In this post, I continue documenting my journey as I pivot into Linux kernel development. This week I spent time understanding how to instrument the kernel using tracepoints and kprobes. My goal was to observe process lifecycle events in a running kernel and eventually build a small out-of-tree module that hooks into these events.

I ran into a few unexpected issues, including missing symbols, build environment mismatches, and understanding how tracepoint definitions propagate through the kernel build system. This post walks through the concepts, what I tried, what worked, and what I learned.

What I Was Trying To Do

Access a specific tracepoint (like sched_process_exit) from an out-of-tree module.

Experiment with registering a probe that fires when processes exit.

Validate the behavior in a QEMU guest running a kernel built from mainline sources.

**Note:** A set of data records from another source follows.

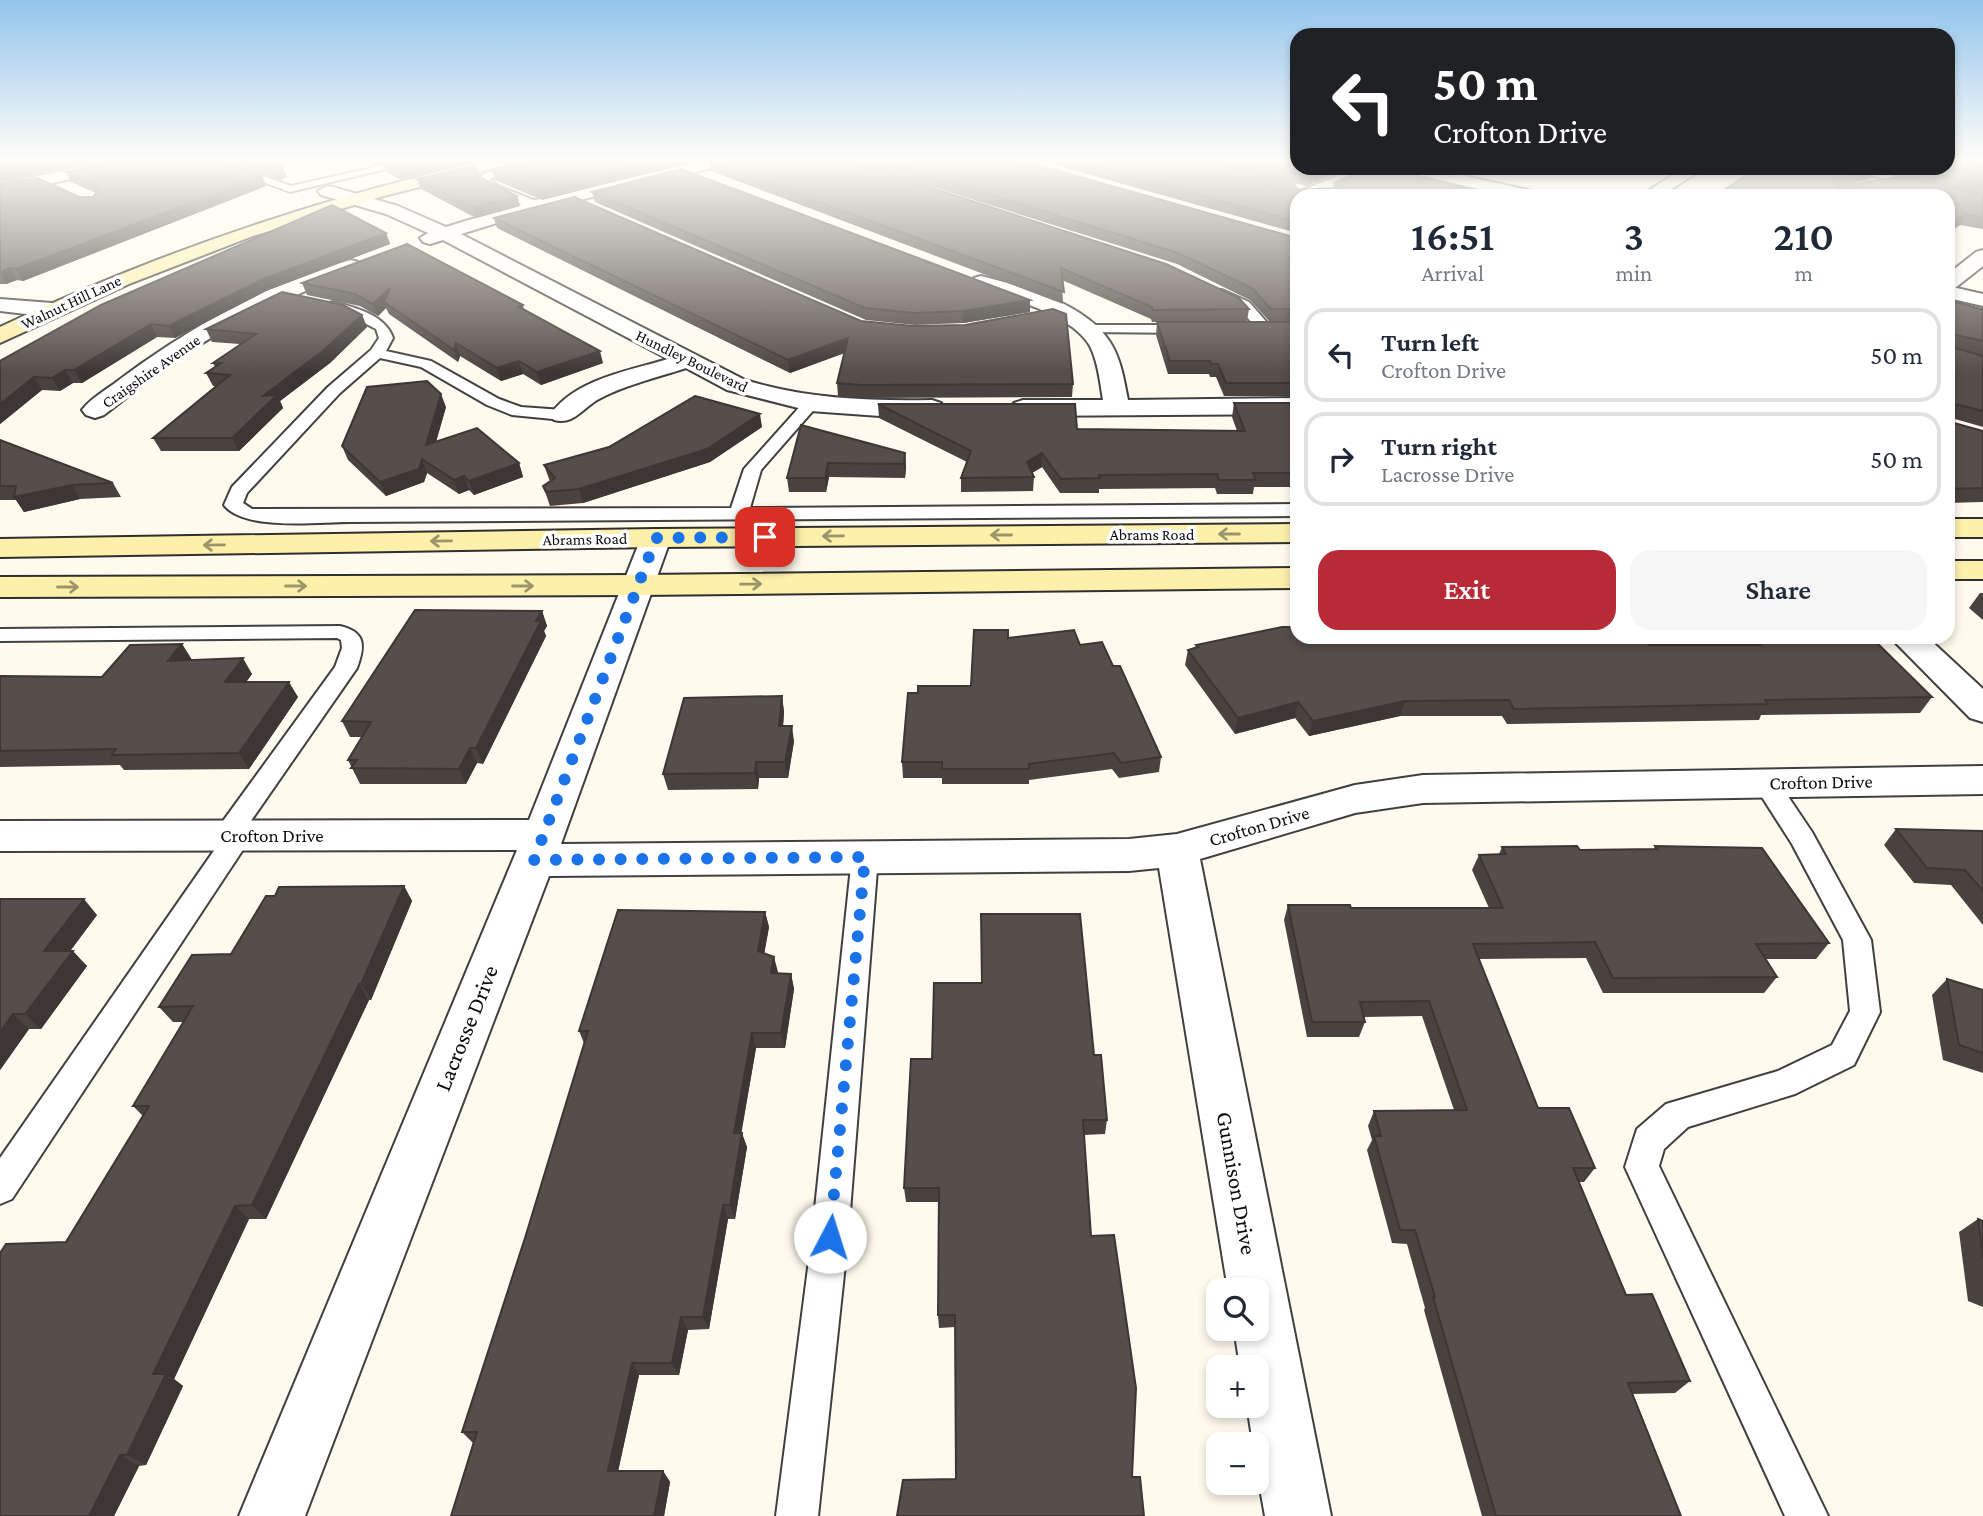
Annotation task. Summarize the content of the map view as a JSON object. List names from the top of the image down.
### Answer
{
  "streets": {
    "main road": ["Walnut Hill Lane", "Abrams Road"],
    "street": [
      "Hundley Boulevard",
      "Craigshire Avenue",
      "Crofton Drive",
      "Lacrosse Drive",
      "Gunnison Drive"
    ]
  },
  "crossings": [
    ["Abrams Road", "Lacrosse Drive"],
    ["Crofton Drive", "Lacrosse Drive"],
    ["Crofton Drive", "Gunnison Drive"]
  ],
  "page": {
    "turn": ["50 m", "Crofton Drive"],
    "eta": [
      "16:51",
      "Arrival",
      "3",
      "min",
      "210",
      "m"
    ],
    "list": [
      {
        "name": "Turn left",
        "note": "Crofton Drive",
        "value": "50 m"
      },
      {
        "name": "Turn right",
        "note": "Lacrosse Drive",
        "value": "50 m"
      }
    ],
    "buttons": ["Exit", "Share"],
    "map_buttons": ["+", "−"]
  }
}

The bigger purpose being to learn kernel instrumentation, understanding how trace events are plumbed, exploring debugging tooling, etc.

Understanding How Tracepoints Work

Tracepoints are static instrumentation sites built directly into the kernel code.

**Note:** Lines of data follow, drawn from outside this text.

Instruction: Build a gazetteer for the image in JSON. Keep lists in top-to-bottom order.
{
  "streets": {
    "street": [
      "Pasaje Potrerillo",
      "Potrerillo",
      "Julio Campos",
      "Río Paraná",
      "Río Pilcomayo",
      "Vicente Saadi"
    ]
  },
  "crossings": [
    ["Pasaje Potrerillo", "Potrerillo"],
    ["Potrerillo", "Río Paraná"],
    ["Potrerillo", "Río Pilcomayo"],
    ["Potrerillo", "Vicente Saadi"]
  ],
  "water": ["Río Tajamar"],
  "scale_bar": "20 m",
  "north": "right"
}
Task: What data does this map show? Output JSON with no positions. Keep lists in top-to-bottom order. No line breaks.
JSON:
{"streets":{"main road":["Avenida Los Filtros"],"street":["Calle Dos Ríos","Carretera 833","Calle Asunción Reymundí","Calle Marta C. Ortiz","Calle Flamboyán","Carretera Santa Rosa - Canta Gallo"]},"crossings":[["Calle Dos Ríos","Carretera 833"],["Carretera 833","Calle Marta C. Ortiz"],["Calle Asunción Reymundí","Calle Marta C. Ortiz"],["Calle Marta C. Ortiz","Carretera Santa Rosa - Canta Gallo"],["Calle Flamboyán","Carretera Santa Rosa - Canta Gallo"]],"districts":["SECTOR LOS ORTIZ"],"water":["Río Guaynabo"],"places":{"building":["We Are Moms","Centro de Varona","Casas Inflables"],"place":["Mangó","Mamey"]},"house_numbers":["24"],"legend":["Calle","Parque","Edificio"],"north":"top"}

They expose a small, stable ABI for things like scheduler events, block I/O, filesystem operations, etc.

They are declared with macros that generate a struct named _tracepoint.

Accessing a tracepoint from a loadable module requires that the tracepoint symbol exists in the kernel’s symbol table.

Tracepoint symbols do not always exist in Module.symvers for out-of-tree modules. In fact it seems that most don't as they're not exported.

Some tracepoints depend on config options.

If the kernel was not built with tracing support enabled (like CONFIG_TRACEPOINTS, CONFIG_SCHEDSTATS, or CONFIG_EVENT_TRACING), the symbols may not be exported.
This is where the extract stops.